--- Extracted records ---

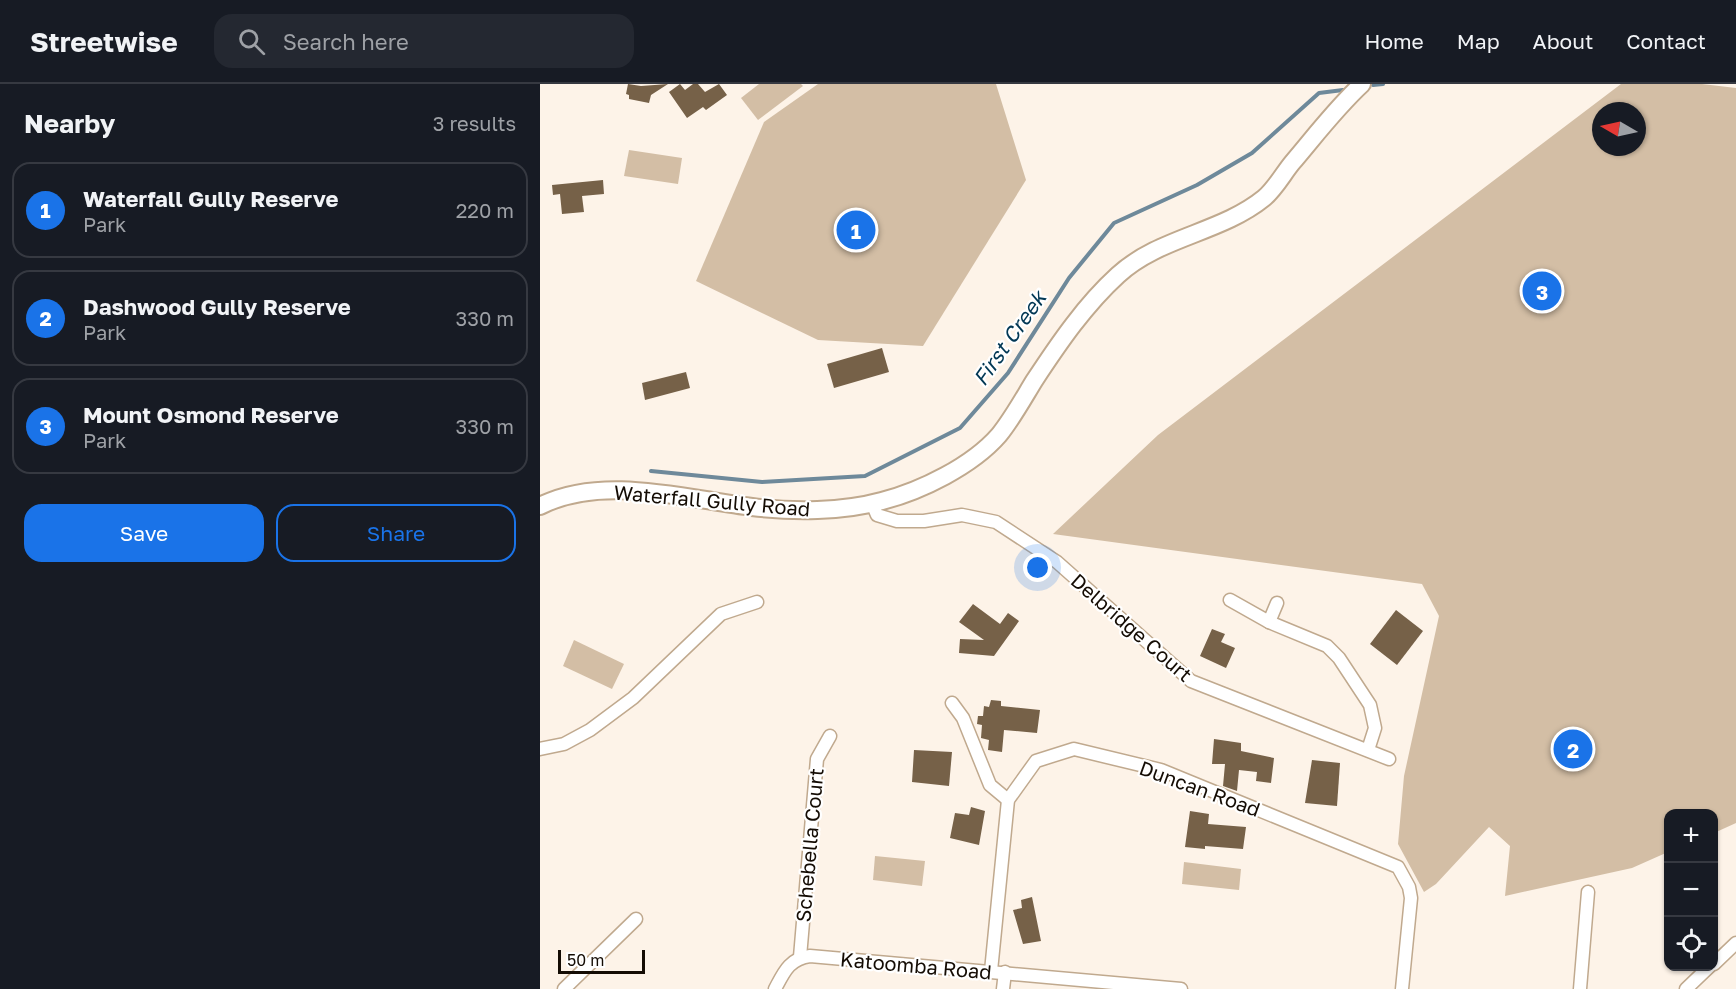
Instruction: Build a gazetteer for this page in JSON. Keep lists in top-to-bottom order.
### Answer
...
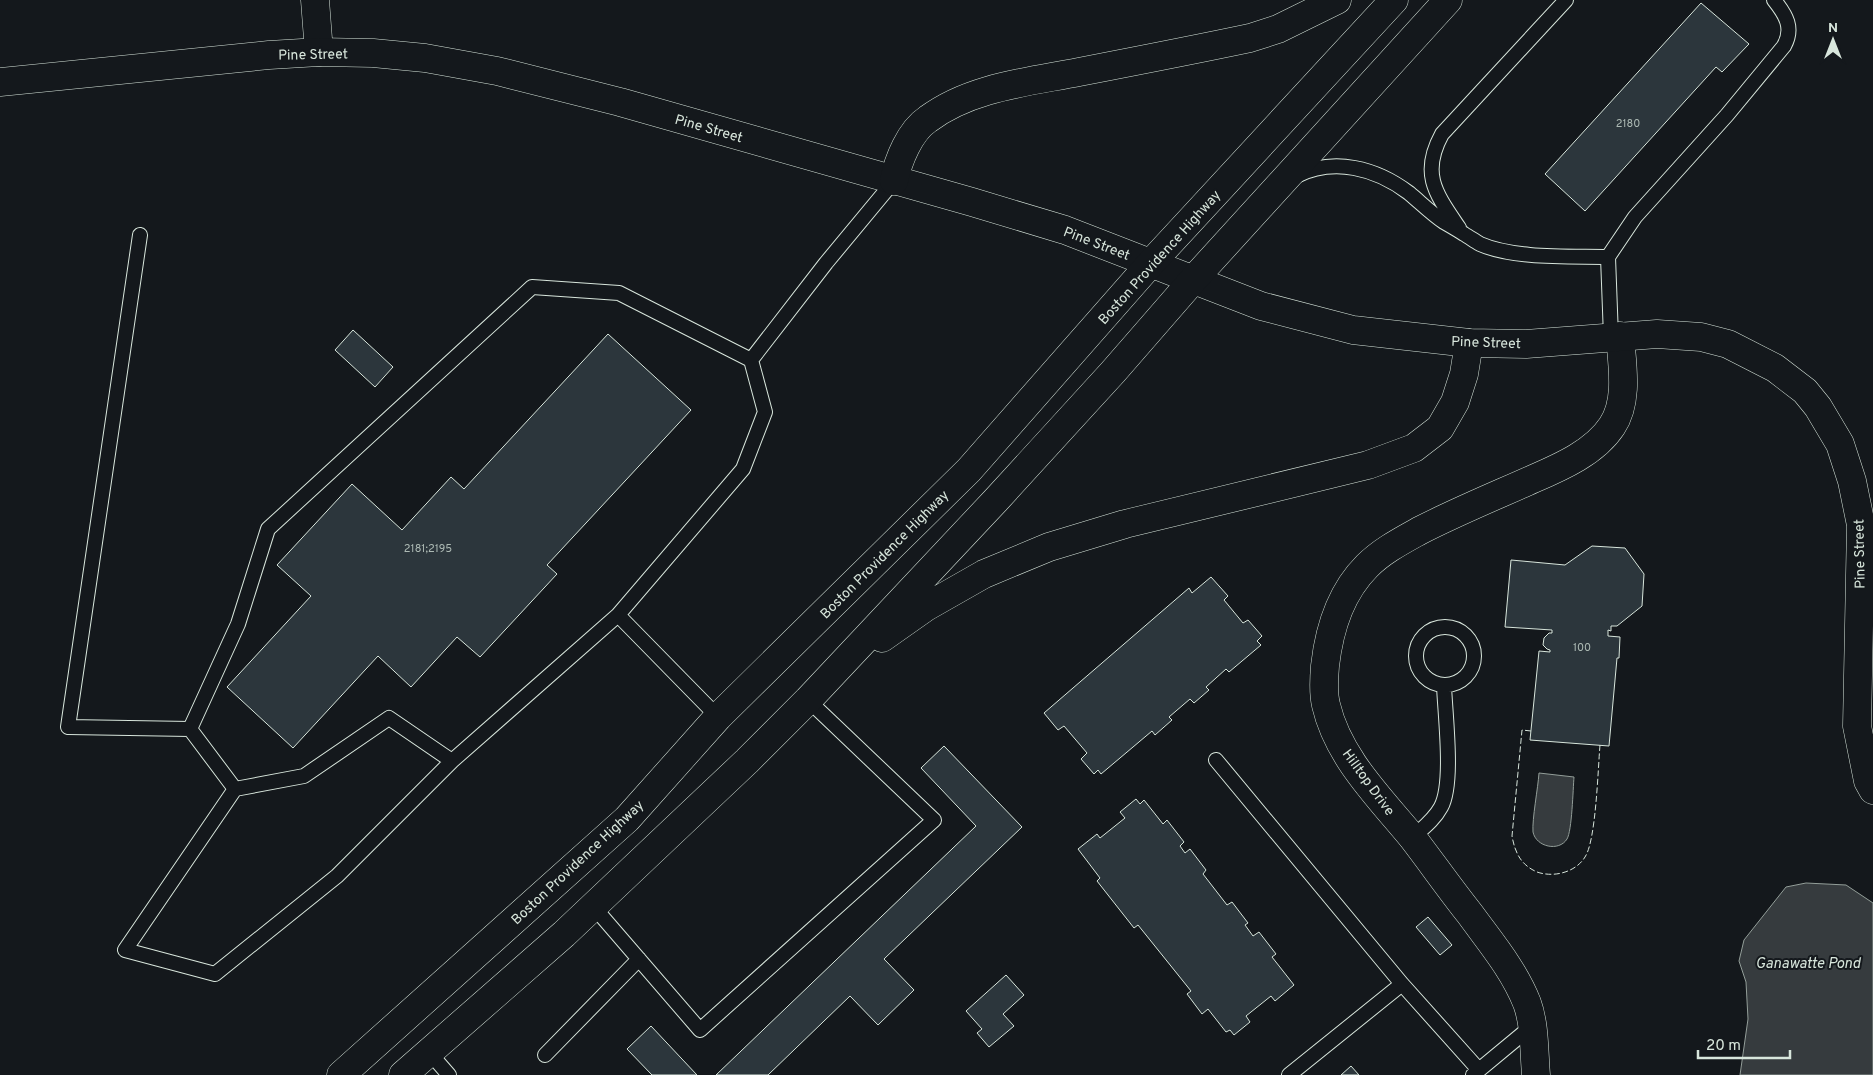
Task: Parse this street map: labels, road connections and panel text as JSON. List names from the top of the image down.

--- Exercise aim ---
The lines you need are those containing "JSON"; find them in the records and copy them.

--- Answer section ---
Instruction: Build a gazetteer for this page in JSON. Keep lists in top-to-bottom order.
Task: Parse this street map: labels, road connections and panel text as JSON. List names from the top of the image down.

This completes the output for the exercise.